House, Senate Release COMPETES Act Discussion Drafts
The America Creating Opportunities to Meaningfully Promote Excellence in Technology, Education, and Science Act, or the America COMPETES Act (P.L. 110-69), was first signed in 2007, by President George W. Bush. The Act was intended “to invest in innovation through research and development, and to improve competitiveness of the United States.” The bill was reauthorized in 2010 (H.R. 5116) and is up for reauthorization again.

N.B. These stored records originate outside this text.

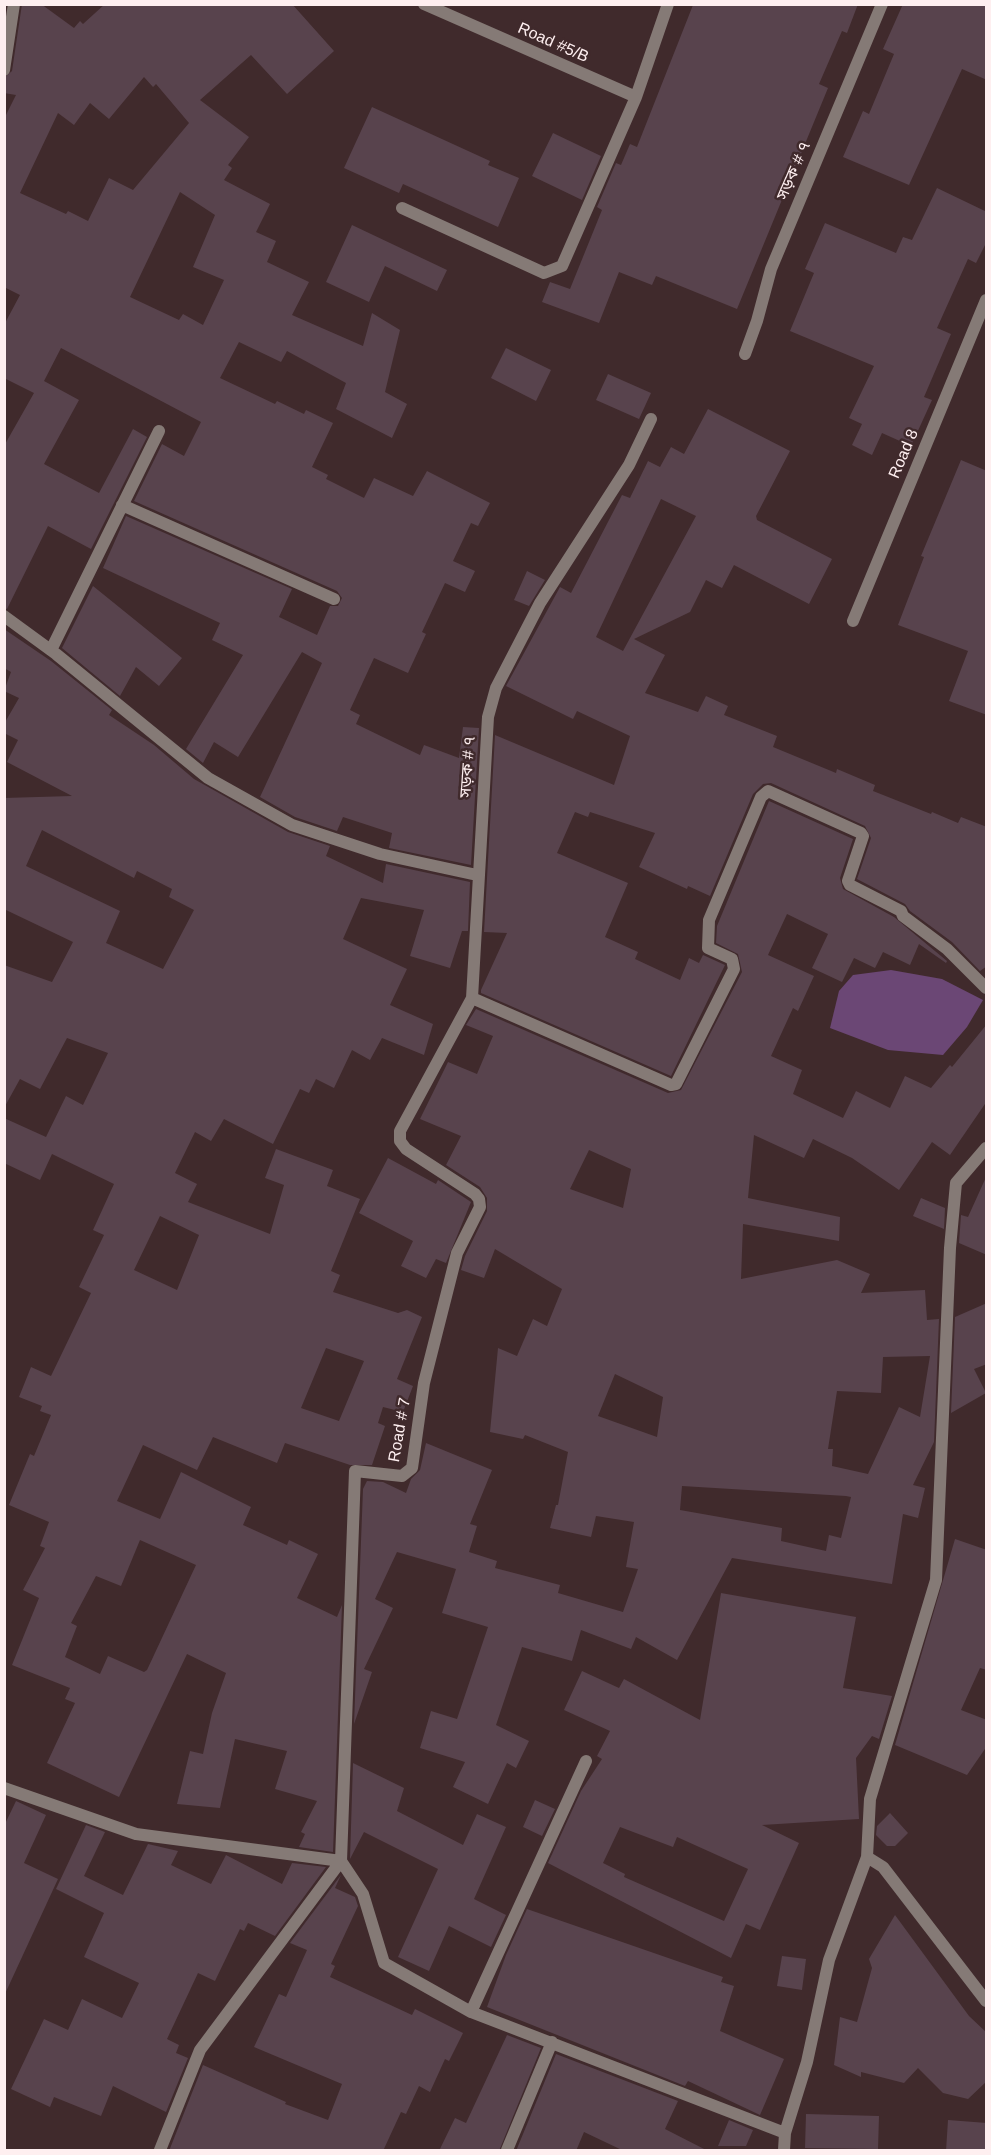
<!DOCTYPE html>
<meta charset="utf-8">
<style>
body{margin:0}
#map{position:relative;width:991px;height:2155px;overflow:hidden;background:#402a2c;font-family:Arial,sans-serif}
canvas{display:block}
.frame{position:absolute;inset:0;border:6px solid #feeff0;pointer-events:none}
</style>
<div id="map">
<canvas width="991" height="2155"></canvas>
<div class="frame"></div>
</div>
<script>
const context = document.querySelector('canvas').getContext('2d');
context.lineJoin = 'round';
function fillPath(path, color) { context.fillStyle = color; context.fill(path, 'evenodd'); }
const shape = rows => new Path2D(rows.map(r => 'M' + r).join(''));
function stroke(path, color, width, dash) { context.strokeStyle = color; context.lineWidth = width; context.lineCap = dash ? 'butt' : 'round'; context.setLineDash(dash || []); context.stroke(path); }
function label(font, color, halo, rows, align = 'center') {
  context.font = font + ' Arial,"Noto Sans Bengali",sans-serif'; context.lineWidth = 5; context.setLineDash([]); context.textBaseline = 'middle'; context.strokeStyle = halo; context.fillStyle = color; for (const [text, x, y, turn = 0] of rows) {
    context.save(); context.translate(x, y); context.rotate((+turn || 0) * Math.PI / 180); context.textAlign = isNaN(turn) ? turn : align; if (halo) context.strokeText(text, 0, 0); context.fillText(text, 0, 0); context.restore();
  }
}
const water = shape([
 [891,970,942,979,983,1000,967,1027,943,1055,888,1050,830,1028,839,991,853,975]
]);
const building = shape([
 [22,4,41,4,74,28,80,21,83,24,105,4,292,4,334,51,287,94,251,55,200,100,249,137,228,165,232,168,224,180,270,204,256,232,276,241,267,262,309,282,292,315,363,346,372,313,400,330,385,392,407,404,392,438,336,409,346,383,287,351,281,362,239,342,220,378,275,404,277,401,304,414,306,410,333,423,312,467,328,475,326,479,364,498,374,478,413,496,427,471,490,503,478,526,471,523,453,561,475,571,465,592,445,583,422,632,426,634,408,673,374,658,350,710,360,715,356,724,420,755,424,745,459,758,463,727,479,728,471,865,389,848,392,833,343,817,337,831,295,817,260,797,322,663,302,652,238,757,214,742,203,763,186,749,243,655,212,640,220,623,103,568,126,516,292,589,279,617,317,635,330,606,338,606,342,598,337,591,134,501,162,444,184,456,201,422,61,348,44,381,79,400,44,464,99,493,133,429,147,437,91,549,48,526,7,609,4,608,4,446,34,393,4,378,4,325,20,295,4,287,4,119,16,95,4,93,4,78,12,71],
 [144,77,153,87,156,84,189,123,133,190,109,178,88,221,68,211,66,214,20,193,58,113,74,125,90,103,109,119],
 [180,192,215,215,193,267,224,280,203,325,183,314,179,320,130,297],
 [858,4,847,33,842,31,819,84,828,88,737,309,656,276,652,285,619,272,599,323,542,302,550,282,570,289,602,210,597,207,616,163,621,165,630,144,637,147,693,5],
 [903,4,987,4,987,80,962,69,909,185,843,157,863,111,869,114,894,54,883,49],
 [372,107,490,161,488,165,519,178,498,227,403,184,399,193,344,168],
 [553,133,601,156,582,200,532,176],
 [937,188,987,212,987,241,976,263,968,259,937,328,951,334,924,397,932,400,911,446,882,433,872,455,852,445,862,424,849,418,874,366,790,331,814,273,805,269,825,223,896,253,903,237,912,240],
 [352,225,447,270,437,291,385,266,369,302,326,282],
 [506,348,551,370,536,401,491,378],
 [608,374,651,393,639,419,596,400],
 [708,409,790,451,756,516,757,520,832,559,809,604,734,565,722,588,706,580,690,612,634,639,665,655,645,693,698,712,706,696,728,706,724,715,777,736,773,747,836,773,837,769,875,785,873,791,931,814,932,812,958,823,961,817,987,827,987,966,980,971,952,942,910,911,905,904,857,879,871,838,865,826,771,783,763,784,753,794,710,896,688,886,687,889,639,867,655,833,590,812,588,817,575,812,557,853,628,883,605,937,638,952,635,959,680,980,689,958,699,963,703,955,725,965,671,1076,481,993,481,990,507,933,484,932,495,735,614,785,630,736,577,711,573,719,506,686,560,587,571,593,622,495,630,498,648,461,660,467,671,447,684,454],
 [661,499,696,516,623,651,596,637],
 [961,460,987,471,987,715,949,701,968,651,898,625,924,557,921,556],
 [527,571,545,580,529,606,514,600],
 [93,586,182,658,159,686,136,667,120,696,62,648],
 [4,629,51,661,112,710,109,715,154,745,194,779,288,832,330,846,326,856,383,883,386,864,470,882,468,931,462,931,450,968,410,956,424,910,361,898,343,939,407,969,390,1005,433,1024,424,1055,382,1038,370,1060,352,1050,334,1088,316,1079,309,1093,300,1089,273,1144,224,1119,211,1141,195,1132,175,1173,197,1184,188,1202,270,1234,284,1185,265,1178,276,1149,333,1170,327,1186,360,1199,331,1271,340,1275,333,1292,398,1313,407,1310,422,1317,397,1379,413,1386,403,1412,383,1407,378,1423,385,1426,372,1465,350,1465,285,1443,277,1463,213,1437,197,1470,143,1445,117,1501,160,1519,181,1472,251,1507,243,1525,287,1545,289,1540,318,1554,297,1598,337,1617,342,1605,333,1852,299,1847,305,1834,301,1832,317,1801,275,1789,287,1751,235,1739,220,1808,177,1804,190,1751,203,1754,212,1713,226,1673,187,1654,119,1797,47,1763,75,1703,65,1699,70,1688,12,1665,39,1598,23,1590,45,1548,40,1546,49,1522,9,1505,30,1454,34,1456,51,1415,40,1411,42,1406,19,1397,31,1367,51,1376,91,1293,79,1287,104,1235,93,1230,114,1184,52,1154,40,1180,4,1163,4,1118,46,1137,66,1096,83,1105,108,1053,67,1038,40,1089,20,1079,4,1108,4,965,52,982,73,942,6,910,4,913,4,798,72,796,7,762,18,740,4,733,4,724,19,698,4,691,11,672,4,668],
 [42,830,134,878,137,871,172,889,169,897,194,910,163,969,106,943,120,911,26,866],
 [160,1216,199,1235,177,1290,134,1270],
 [326,1348,364,1361,339,1421,301,1408],
 [140,1540,196,1565,147,1670,144,1672,108,1656,100,1674,65,1657,77,1626,71,1623,96,1576,121,1586],
 [769,801,853,839,840,878,843,889,894,917,947,961,946,963,919,944,910,965,883,952,875,968,854,958,842,982,812,968,828,934,787,914,768,955,814,976,798,1011,793,1008,771,1056,802,1070,793,1094,843,1118,856,1091,890,1108,905,1076,931,1088,950,1065,952,1067,987,1024,987,1101,950,1155,932,1142,899,1190,852,1158,813,1139,804,1158,754,1135,748,1198,840,1217,839,1241,743,1224,741,1279,837,1260,870,1274,861,1293,925,1290,927,1320,939,1319,934,1442,913,1485,925,1488,918,1518,903,1514,892,1584,732,1558,677,1660,636,1637,631,1649,581,1630,572,1661,522,1647,496,1725,529,1741,516,1768,507,1763,488,1804,453,1787,465,1762,420,1748,431,1711,457,1719,488,1627,442,1613,456,1569,397,1552,375,1599,393,1608,364,1669,372,1672,354,1724,363,1489,367,1481,383,1482,406,1493,411,1479,420,1470,426,1443,492,1470,470,1524,477,1526,469,1552,497,1561,495,1568,560,1585,558,1593,623,1612,638,1569,626,1567,634,1522,596,1516,591,1537,550,1528,556,1505,558,1505,568,1452,525,1435,523,1439,490,1432,498,1348,517,1356,533,1319,547,1326,562,1289,495,1249,484,1278,461,1270,465,1256,487,1211,487,1198,480,1187,446,1165,461,1136,420,1119,448,1062,477,1074,493,1036,466,1025,476,1009,668,1093,681,1090,742,972,738,954,716,943,717,926],
 [589,1150,631,1169,623,1208,570,1189],
 [930,1356,920,1417,899,1407,868,1474,832,1466,833,1449,828,1449,837,1391,881,1393,883,1357],
 [615,1374,663,1397,657,1437,598,1416],
 [682,1486,846,1496,851,1497,841,1538,829,1535,826,1551,781,1541,782,1528,680,1510],
 [388,1158,436,1184,438,1180,471,1202,446,1263,436,1259,426,1278,401,1266,413,1241,359,1213],
 [987,1175,987,1255,959,1243,961,1215,968,1217],
 [921,1198,945,1208,944,1229,913,1216],
 [987,1303,987,1364,974,1369,986,1393,951,1413,955,1317],
 [955,1539,987,1550,987,1670,980,1668,961,1710,987,1720,987,1746,967,1775,895,1745],
 [721,1593,856,1617,843,1688,892,1696,879,1739,872,1736,856,1758,859,1819,762,1825,799,1843,760,1930,746,1924,731,1958,548,1863,581,1791,602,1759,597,1756,610,1731,564,1710,582,1671,619,1688,624,1679,700,1720],
 [620,1827,673,1847,677,1837,748,1869,724,1921,624,1877,625,1874,603,1863],
 [353,1763,404,1788,397,1811,463,1845,477,1814,506,1827,474,1899,506,1915,491,1947,449,1926,429,1971,398,1957,438,1869,364,1832,350,1859],
 [535,1800,555,1809,542,1836,523,1827],
 [16,1801,46,1815,24,1863,58,1879,4,1996,4,1826],
 [890,1813,908,1833,895,1846,887,1846,876,1835,877,1826],
 [86,1825,105,1832,84,1876,123,1895,148,1844,178,1851,171,1865,211,1884,226,1855,282,1884,292,1863,326,1867,275,1936,248,1923,244,1931,240,1929,215,1981,198,1973,167,2039,179,2045,176,2053,188,2058,166,2112,113,2086,101,2116,54,2097,50,2107,11,2089,44,2019,68,2030,82,1999,122,2018,139,1983,84,1957,104,1913,56,1889],
 [341,1875,335,1888,355,1897,358,1906,331,1964,335,1966,330,1977,412,2015,415,2009,463,2033,449,2061,445,2059,430,2092,419,2086,406,2114,401,2112,383,2151,169,2151,203,2065,286,2102,285,2104,328,2120,342,2084,254,2047,279,1994,286,1997,307,1950,290,1943],
 [527,1909,723,1977,721,1982,734,1986,720,2031,784,2059,760,2115,688,2081,685,2086,487,2007,506,1955],
 [895,1915,969,2016,987,2033,987,2081,968,2099,943,2093,918,2068,904,2083,861,2072,861,2077,834,2065,840,2017,857,2022,872,1968,869,1959],
 [782,1956,806,1959,802,1990,777,1986],
 [507,2035,541,2048,499,2151,439,2151,455,2118,466,2123],
 [556,2054,678,2101,665,2129,708,2151,624,2151,584,2132,576,2151,516,2151],
 [806,2114,879,2116,878,2149,805,2148],
 [729,2120,753,2130,746,2146,718,2146],
 [948,2120,987,2123,987,2151,946,2151]
]);
const street = shape([
 [424,4,636,97],
 [4,70,14,4],
 [402,208,544,273,562,266,636,97,668,4],
 [745,354,757,321,771,269,882,4],
 [122,505,334,599],
 [4,616,56,654,208,778,292,825,380,854,477,875],
 [853,621,986,300],
 [51,650,159,431],
 [472,998,671,1085,676,1084,734,969,732,959,708,948,709,920,761,797,768,791,861,833,863,836,848,881,850,885,901,911,903,916,947,949,986,988],
 [4,1788,136,1834,341,1861,363,1894,384,1963,471,2012,785,2133],
 [867,1857,883,1867,986,2001],
 [341,1861,355,1471,402,1476,412,1468,424,1383,457,1253,480,1207,479,1199,475,1194,406,1149,400,1141,400,1131,472,998,488,717,496,688,540,603,629,465,651,419],
 [471,2012,586,1761],
 [160,2150,200,2050,341,1861],
 [507,2150,552,2042],
 [784,2150,785,2133,807,2062,829,1960,867,1857,870,1799,936,1580,950,1248,956,1183,986,1148]
]);
const streetNames = [
 ["Road #5/B",553,43,24],
 ["সড়ক # ৭",794,171,-67],
 ["Road 8",904,454,-67],
 ["সড়ক # ৭",468,767,-86],
 ["Road # 7",400,1430,-80]
];
fillPath(water, '#6b4775');
fillPath(building, '#58434d');
stroke(street, '#857a76', 12);
label('16px', '#feeff0', '#402a2c', streetNames);
</script>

Currently, there are three drafts circulating Capitol Hill. The House Democrats released a draft in late October, with a revision in December, and the House Republicans are considering two separate discussion drafts, which were both released in early November: The House Enabling Innovation for Science, Technology, and Energy in America (EINSTEIN) Act addresses only the Department of Energy’s Office of Science, and the House Frontiers in Research, Science, and Technology (FIRST) Act deals with the National Science Foundation (NSF); science, technology, engineering and math education; the Office of Science & Technology Policy; and the National Institute of Standards and Technology. It is important to emphasize that these are discussion drafts only; they have not been formally introduced, and are all subject to change.
Although each of these bills aims to improve U.S. competitiveness and innovation, their content varies and it is difficult to draw comparisons. The House bills crafted by the majority side of the Science, Space, and Technology Committee do not include funding levels for federal agencies, while the Democrat’s draft would authorize five-year funding increases (over sequestration levels), averaging nearly five percent increases per year, before adjusting for inflation.
The FIRST Act generated the most attention from the scientific community, eliciting concern about a few of the provisions included. For example, the bill would require NSF to produce written justification for accepted grant applications that it satisfies one or more goals outlined in the draft (e.g., national defense), and the justification would have to be publicly available before the grant is awarded. Furthermore, it would require that researchers certify the veracity of their research results if published, and would ban primary investigators from receiving federal funding for 10 years if they are found guilty of misconduct.
The New Democrat Coalition, a group of Democratic representatives, did not release a bill, but has published a “reauthorization agenda” for America COMPETES that outlines principles for improving American innovation. These include supporting basic research, providing a stable source of funding for R&D, supporting small businesses, and expanding public-private partnerships, among others.